US20260105671
2026-04-16
Physics
G06T13/205
Systems and methods are presented for animating digital avatars using audio-driven animation. The process involves identifying animations for a mesh based on audio data and specific speaking styles. These animations are used to create vertex deltas, which are modifications to the mesh, to transform it from a neutral pose. A machine-learning model is then updated to generate output vertex deltas, which help animate the mesh according to varying speaking styles and audio inputs.
Traditional methods for synchronizing lip movements with audio in 3D meshes are often resource-intensive and computationally inefficient. They typically struggle to adapt to different speaking styles without significant computational overhead. The disclosed techniques aim to improve this process by using a single machine-learning model to handle multiple speaking styles and identities, enhancing efficiency and reducing the computational burden.
The system employs one or more processors to identify animations for a mesh, creating vertex deltas using these animations and a neutral mesh pose. These deltas, along with audio data and speaking style indications, are used to update a machine-learning model. The model can then produce output vertex deltas for the mesh, allowing it to animate in response to different speaking styles and audio inputs. This method provides a more efficient way to synchronize animations with audio data without needing separate models for each speaking style.
In various implementations, the system generates vertex deltas based on the differences between mesh vertices in an animation frame and their neutral pose counterparts. A style vector is created from the speaking style indication, which helps update the machine-learning model. The model can then be used with new audio data and speaking style indications to produce vertex deltas for animating the mesh. The system may also blend multiple meshes to represent different identities, using weight values to determine the contribution of each identity to the final animation.

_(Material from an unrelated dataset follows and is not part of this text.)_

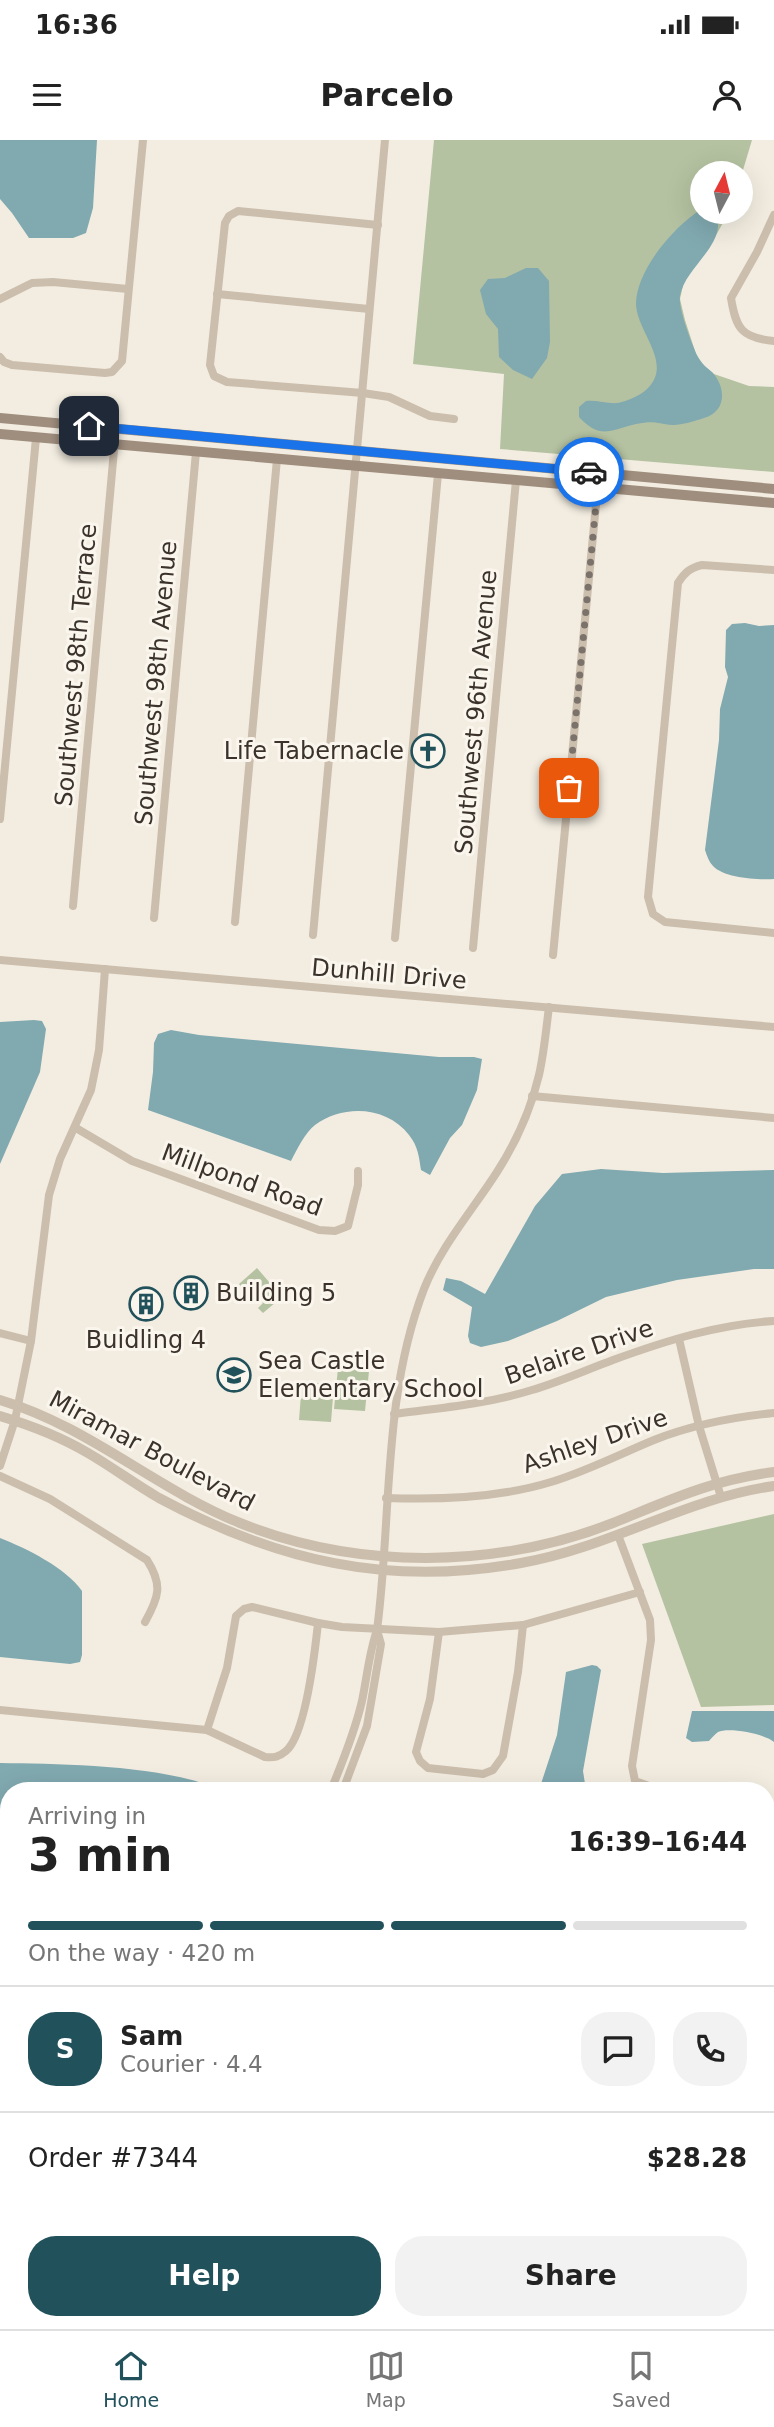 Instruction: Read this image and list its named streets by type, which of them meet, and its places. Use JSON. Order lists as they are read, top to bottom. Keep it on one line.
{"streets":{"street":["Southwest 98th Terrace","Southwest 98th Avenue","Southwest 96th Avenue","Dunhill Drive","Millpond Road","Belaire Drive","Ashley Drive","Miramar Boulevard"]},"places":{"church":["Life Tabernacle"],"building":["Building 5","Buidling 4"],"school or university":["Sea Castle Elementary School"]},"north":"top","page":{"status":"16:36","header":"Parcelo","heading":["3 min","Arriving in","16:39–16:44"],"panel":["Sam","Courier · 4.4","Order #7344","$28.28"],"bar":"On the way · 420 m","round":"S","buttons":["Help","Share"],"tabs":["Home","Map","Saved"]}}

The system can receive user input through a graphical interface to determine speaking styles. It uses this input, along with audio data, to generate vertex deltas and animate the facial mesh. The system can blend multiple facial meshes based on speaking style indications and generate animations synchronized with the audio data. This approach allows for flexible and efficient facial animation across different identities and speaking styles, enhancing the realism and adaptability of digital avatars.